Guard One, to give the faceless (in the sense that he wore a balaclava against the cold) man an equally bland name, drew a cigarette from his friend's (Guard Two to continue this newfound tradition) pack and lit it with a lighter. As he drew the toxic gasses into his lungs, which didn't really matter because he was going to replace them soon, he stared up at the black, stary night - in moments like these he felt that he was really part of something great; something big - a New World Order, really not much worse than the Old World Order under Weishaupt's Illuminati; it wasn't as much a conspiracy to take over the world, he reasoned to himself, as a conspiracy to replace the old, traditionalist conservatives who had taken over the world with their disillusioned younger brothers; a progressive radical conspiracy, if you want.
The illusion of tranquillity and poignancy was broken by the loud boom of an approaching airliner, cruising down towards the end of the AƩroport Paris-Charles de Gaulle, not helped by the torus-shaped airblast that slammed into him, knocking him and his friend off their feet - and the air out of their lungs.
JC Denton pocketed the riot-gun and walked over to the two heaped guards, his suppressed pistol drawn. The vortex airblast carried a potent incapacitating agent with it, to subdue the targets, but it always paid to be cautious, especially if they, like him, had micromachines in their blood that targeted and neutralized chemical weapons. They hadn't, and before they could regain conciousness, he had placed a small black peripheral in their neural interfaces, turning them, effectively, quadriplegic.

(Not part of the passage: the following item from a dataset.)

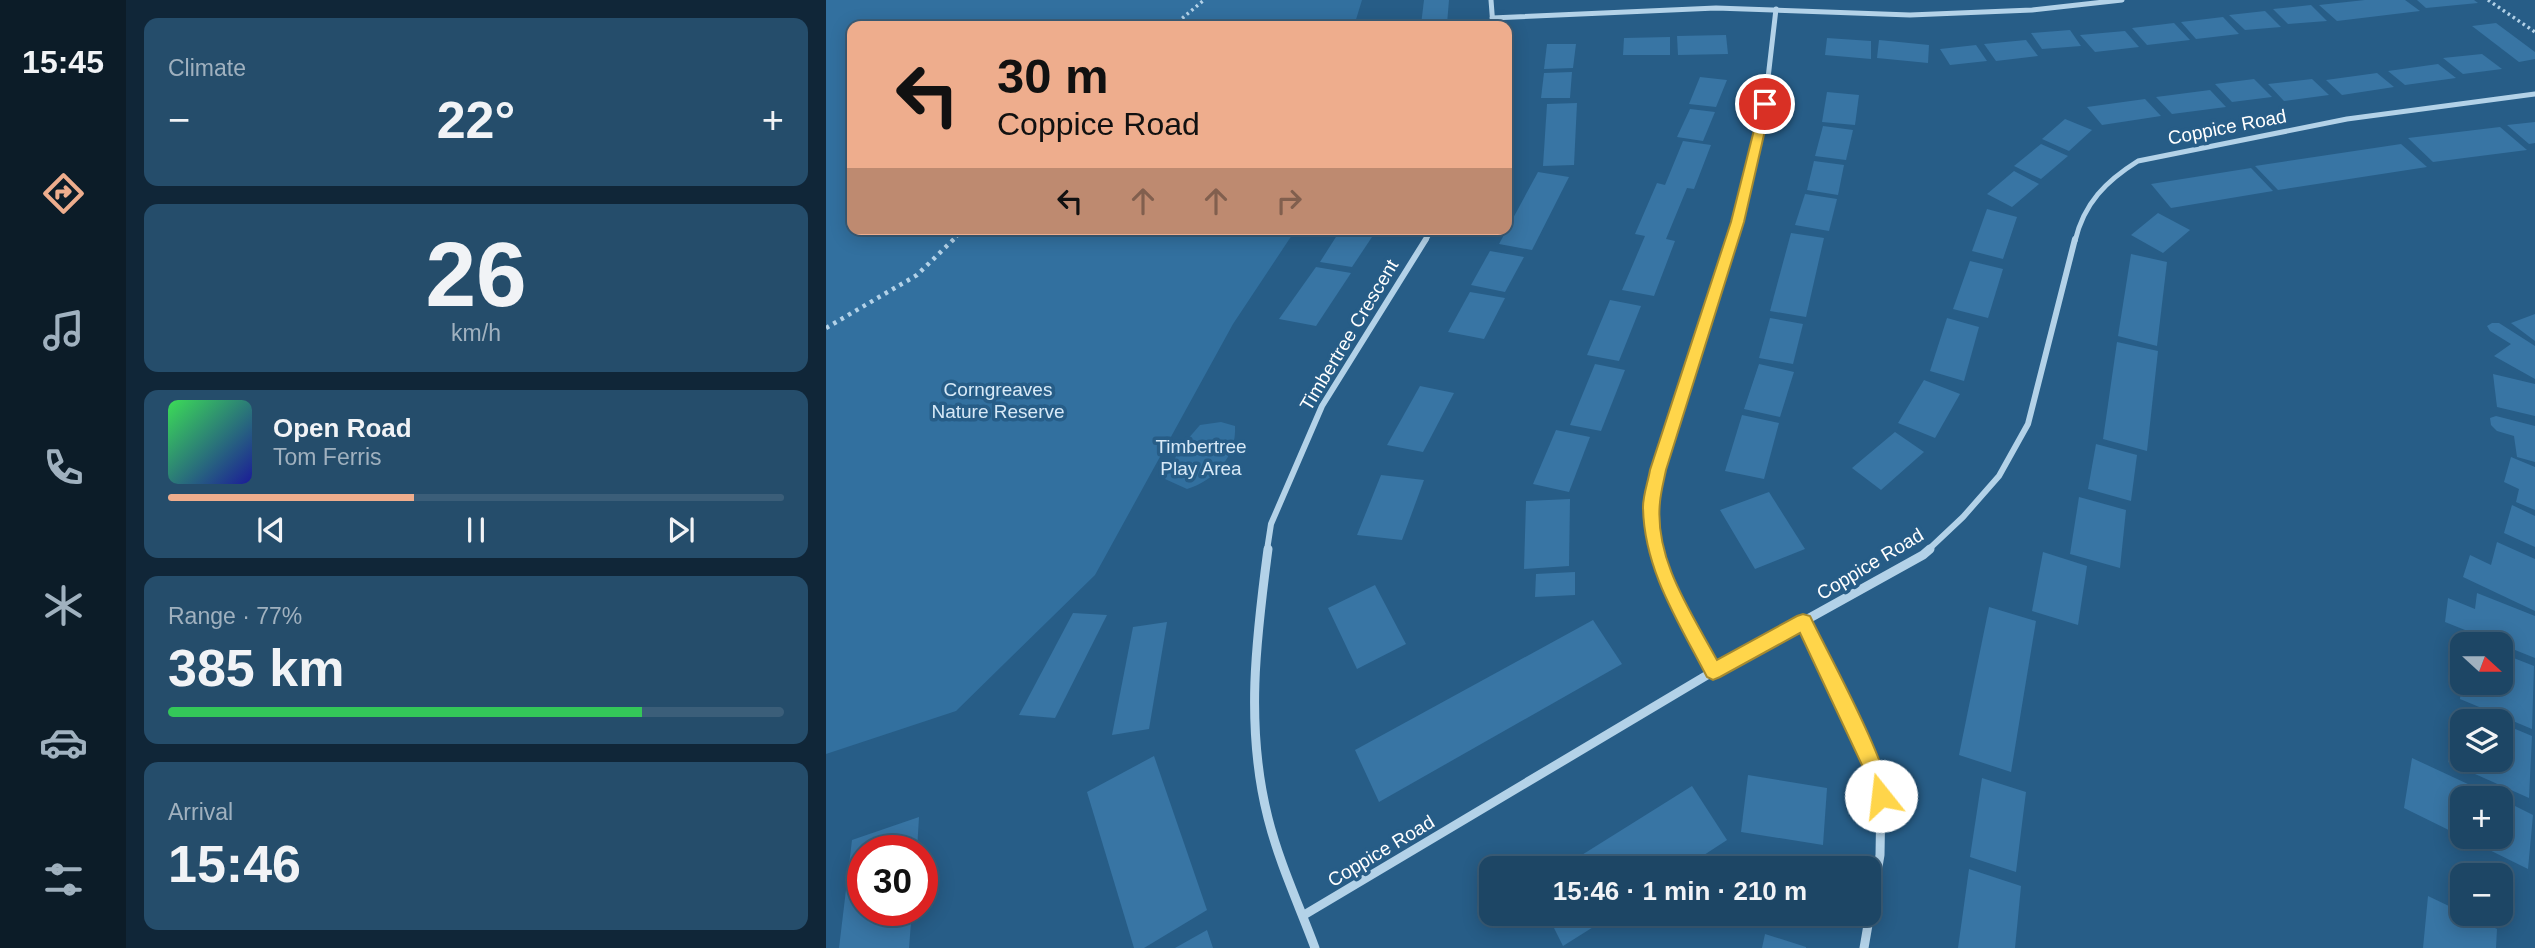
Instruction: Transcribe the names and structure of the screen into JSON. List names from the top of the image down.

Then, he flipped his augmented vision to far-infrared. The clear, digitally cleaned thermal images flooded over his eyes, turning his world blue, yellow and red; the hot signature of the third guard, at his landline computer and completely unaware, the sound of the riot-gun masked by the much louder 747. JC cut through the thin fabric of the tent and approached the guard from behind.
With a knife at the man's (no, wait, this was actually a woman) throat, he asked dryly and relatively politley:
"Spill the guts on this operation, or I spill your's"
12
"Is the helicopter here?" Maj. Kusanagi asked Batou across half the world, using the aforementioned fake fishing trawlers in international waters as a relay.
"Soon, Major," Batou replied "It's a stealthed Botanachi single-rotor, built for medium-heavy cargo loads," he explained, though the definition of medium-heavy had changed somewhat over the past few decades as the average elite soldier suddenly became up to six times as heavy as before. "It'll rendevouz with a JMSDF Yukikaze-class submarine once you've retrieved your target. Oh, and Ishikawa wants you to know it's a bitch to fly-by-wire in these winds,"
"...I'll buy him a whiskey later," she mumbled. "Why a medium-heavy? We're only going to be three people and we need speed more than armour," she asked.
"Oh," Batou laughed, "You're going to like this!"
"Cut the "surprise" crap and get to the point," she transmitted sharply. All she got back was a single attachment.
They say a picture is worth more than a thousand words - in this care it wasn't worth more than a sentence, (and not a verbose one, at that) but the effect it had on Maj. Kusanagi made a Japanese socialite tourist suddenly mouth an intrigued "Oooooh!" in the middle of a busy airport. For a moment, she smirked.